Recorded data
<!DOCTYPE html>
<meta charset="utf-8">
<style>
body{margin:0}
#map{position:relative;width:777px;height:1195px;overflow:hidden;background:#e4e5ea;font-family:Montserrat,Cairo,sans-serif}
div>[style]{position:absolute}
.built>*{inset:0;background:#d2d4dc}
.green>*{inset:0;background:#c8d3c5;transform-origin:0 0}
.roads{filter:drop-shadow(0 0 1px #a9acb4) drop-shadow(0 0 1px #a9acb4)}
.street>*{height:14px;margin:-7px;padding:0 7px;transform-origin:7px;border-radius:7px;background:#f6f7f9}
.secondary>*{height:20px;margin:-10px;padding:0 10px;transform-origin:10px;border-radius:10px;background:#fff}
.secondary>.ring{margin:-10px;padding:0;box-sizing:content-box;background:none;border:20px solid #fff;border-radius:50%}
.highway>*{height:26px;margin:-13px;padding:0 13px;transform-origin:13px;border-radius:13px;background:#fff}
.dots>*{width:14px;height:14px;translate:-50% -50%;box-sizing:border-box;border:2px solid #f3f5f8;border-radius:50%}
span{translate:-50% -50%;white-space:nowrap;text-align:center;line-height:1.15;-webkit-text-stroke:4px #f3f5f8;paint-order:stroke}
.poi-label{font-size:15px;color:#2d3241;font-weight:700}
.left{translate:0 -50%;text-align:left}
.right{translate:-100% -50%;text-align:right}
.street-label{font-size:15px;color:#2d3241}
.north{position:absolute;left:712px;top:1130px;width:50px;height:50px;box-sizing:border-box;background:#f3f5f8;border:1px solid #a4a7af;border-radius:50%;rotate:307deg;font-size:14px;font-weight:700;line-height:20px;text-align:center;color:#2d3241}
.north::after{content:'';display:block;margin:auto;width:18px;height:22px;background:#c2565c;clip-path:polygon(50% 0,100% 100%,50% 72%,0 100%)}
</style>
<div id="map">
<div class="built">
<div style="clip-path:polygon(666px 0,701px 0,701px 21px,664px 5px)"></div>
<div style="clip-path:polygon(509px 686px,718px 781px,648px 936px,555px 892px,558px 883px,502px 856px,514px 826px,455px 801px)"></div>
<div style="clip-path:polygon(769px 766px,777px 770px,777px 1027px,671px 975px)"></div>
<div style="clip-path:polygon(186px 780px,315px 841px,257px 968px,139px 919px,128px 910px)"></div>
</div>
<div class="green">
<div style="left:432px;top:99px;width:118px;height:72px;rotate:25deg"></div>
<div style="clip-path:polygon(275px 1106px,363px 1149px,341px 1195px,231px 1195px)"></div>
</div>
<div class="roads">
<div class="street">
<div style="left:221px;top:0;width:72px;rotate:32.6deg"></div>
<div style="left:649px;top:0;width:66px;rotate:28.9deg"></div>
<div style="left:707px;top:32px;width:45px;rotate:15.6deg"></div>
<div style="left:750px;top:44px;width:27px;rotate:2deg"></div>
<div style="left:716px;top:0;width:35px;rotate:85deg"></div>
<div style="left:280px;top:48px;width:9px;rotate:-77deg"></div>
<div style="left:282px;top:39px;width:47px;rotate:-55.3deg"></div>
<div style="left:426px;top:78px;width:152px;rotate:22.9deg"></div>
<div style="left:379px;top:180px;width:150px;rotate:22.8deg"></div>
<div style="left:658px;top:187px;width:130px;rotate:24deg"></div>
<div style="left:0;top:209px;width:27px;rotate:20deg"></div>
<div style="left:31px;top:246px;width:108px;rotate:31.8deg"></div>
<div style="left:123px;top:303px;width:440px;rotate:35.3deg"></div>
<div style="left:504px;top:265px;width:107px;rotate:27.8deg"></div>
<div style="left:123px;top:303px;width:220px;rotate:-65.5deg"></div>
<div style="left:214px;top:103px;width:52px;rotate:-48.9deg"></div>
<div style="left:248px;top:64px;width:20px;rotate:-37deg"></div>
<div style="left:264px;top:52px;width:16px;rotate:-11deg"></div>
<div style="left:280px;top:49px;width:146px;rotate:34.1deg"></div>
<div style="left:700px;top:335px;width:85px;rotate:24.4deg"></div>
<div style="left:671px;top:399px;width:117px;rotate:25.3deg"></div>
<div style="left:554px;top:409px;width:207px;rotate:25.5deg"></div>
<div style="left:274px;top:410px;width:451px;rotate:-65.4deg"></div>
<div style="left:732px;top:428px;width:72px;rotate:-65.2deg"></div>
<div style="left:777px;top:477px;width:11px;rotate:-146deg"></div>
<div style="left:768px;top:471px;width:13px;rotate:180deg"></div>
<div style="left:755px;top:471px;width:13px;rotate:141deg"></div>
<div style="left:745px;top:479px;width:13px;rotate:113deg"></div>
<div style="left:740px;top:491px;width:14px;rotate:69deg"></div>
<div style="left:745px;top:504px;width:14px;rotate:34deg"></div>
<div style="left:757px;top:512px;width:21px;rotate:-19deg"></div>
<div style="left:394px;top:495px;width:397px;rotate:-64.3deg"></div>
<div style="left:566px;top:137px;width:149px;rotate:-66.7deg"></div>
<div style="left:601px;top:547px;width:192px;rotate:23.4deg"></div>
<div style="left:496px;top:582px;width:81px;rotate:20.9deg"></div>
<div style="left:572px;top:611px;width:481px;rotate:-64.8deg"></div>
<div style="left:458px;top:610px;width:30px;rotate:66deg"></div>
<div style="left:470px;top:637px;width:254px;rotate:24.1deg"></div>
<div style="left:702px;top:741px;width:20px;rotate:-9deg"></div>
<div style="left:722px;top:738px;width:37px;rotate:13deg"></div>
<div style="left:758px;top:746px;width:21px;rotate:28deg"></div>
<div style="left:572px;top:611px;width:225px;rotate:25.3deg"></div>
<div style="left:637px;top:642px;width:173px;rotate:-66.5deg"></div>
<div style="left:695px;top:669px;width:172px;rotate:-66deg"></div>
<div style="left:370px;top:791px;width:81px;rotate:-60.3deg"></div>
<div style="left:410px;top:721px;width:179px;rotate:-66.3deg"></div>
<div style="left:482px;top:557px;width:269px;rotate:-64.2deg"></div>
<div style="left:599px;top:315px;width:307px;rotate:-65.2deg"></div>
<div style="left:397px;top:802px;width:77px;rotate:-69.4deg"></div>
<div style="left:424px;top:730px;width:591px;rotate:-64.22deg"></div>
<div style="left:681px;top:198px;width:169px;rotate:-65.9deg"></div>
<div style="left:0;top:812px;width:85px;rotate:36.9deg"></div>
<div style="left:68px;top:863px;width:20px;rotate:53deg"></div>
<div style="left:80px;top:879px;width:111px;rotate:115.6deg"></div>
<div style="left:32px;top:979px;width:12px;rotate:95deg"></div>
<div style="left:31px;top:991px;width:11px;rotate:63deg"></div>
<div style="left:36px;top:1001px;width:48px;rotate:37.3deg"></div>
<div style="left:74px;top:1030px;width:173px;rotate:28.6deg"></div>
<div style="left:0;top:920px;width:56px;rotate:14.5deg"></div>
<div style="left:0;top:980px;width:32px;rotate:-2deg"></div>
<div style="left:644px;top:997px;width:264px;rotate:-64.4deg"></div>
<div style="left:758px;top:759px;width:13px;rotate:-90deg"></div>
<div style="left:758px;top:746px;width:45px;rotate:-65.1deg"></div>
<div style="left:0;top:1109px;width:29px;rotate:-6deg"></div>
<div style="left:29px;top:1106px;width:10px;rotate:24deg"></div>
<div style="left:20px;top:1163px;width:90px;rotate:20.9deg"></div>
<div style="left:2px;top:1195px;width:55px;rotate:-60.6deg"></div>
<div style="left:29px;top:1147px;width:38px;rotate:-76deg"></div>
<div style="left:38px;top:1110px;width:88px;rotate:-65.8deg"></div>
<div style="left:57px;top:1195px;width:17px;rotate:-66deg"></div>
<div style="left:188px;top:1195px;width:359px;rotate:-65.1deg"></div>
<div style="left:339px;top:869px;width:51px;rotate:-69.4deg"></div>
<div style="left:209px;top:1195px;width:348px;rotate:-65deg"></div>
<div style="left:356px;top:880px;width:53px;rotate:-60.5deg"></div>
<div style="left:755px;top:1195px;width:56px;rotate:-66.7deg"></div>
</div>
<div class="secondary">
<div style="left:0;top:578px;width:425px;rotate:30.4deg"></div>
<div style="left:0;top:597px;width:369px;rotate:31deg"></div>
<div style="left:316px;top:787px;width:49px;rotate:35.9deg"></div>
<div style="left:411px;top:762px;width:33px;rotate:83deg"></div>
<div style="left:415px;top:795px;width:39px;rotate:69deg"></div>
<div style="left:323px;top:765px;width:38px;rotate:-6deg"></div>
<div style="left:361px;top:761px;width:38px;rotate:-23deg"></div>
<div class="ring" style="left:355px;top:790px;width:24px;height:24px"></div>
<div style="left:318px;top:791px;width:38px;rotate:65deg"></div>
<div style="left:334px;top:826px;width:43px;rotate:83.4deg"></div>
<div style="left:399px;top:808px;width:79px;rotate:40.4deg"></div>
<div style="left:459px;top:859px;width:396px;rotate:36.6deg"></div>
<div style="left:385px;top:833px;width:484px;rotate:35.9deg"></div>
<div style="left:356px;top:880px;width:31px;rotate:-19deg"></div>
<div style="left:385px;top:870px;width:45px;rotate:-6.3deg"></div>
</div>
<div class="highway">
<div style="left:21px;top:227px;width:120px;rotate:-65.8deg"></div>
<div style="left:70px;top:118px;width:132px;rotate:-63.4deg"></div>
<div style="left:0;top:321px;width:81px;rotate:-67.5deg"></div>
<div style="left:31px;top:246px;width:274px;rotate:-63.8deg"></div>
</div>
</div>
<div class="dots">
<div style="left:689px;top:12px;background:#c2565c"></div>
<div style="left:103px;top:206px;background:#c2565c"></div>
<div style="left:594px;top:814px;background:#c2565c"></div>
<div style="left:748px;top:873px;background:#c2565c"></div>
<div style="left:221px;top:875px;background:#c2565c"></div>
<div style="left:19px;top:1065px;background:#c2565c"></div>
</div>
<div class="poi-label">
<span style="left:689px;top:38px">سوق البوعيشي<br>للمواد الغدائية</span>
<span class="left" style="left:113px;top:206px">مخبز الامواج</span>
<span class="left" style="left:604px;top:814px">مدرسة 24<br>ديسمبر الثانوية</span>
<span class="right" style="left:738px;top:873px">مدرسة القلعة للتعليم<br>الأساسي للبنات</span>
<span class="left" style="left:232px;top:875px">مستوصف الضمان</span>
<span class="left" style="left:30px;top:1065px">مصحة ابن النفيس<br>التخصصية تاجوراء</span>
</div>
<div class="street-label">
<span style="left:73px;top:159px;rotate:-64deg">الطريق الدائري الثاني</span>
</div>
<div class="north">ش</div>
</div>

=== Exercise description ===
Give the count, and only the count, of lines in these records that hold the string "green".

=== Output for this exercise ===
2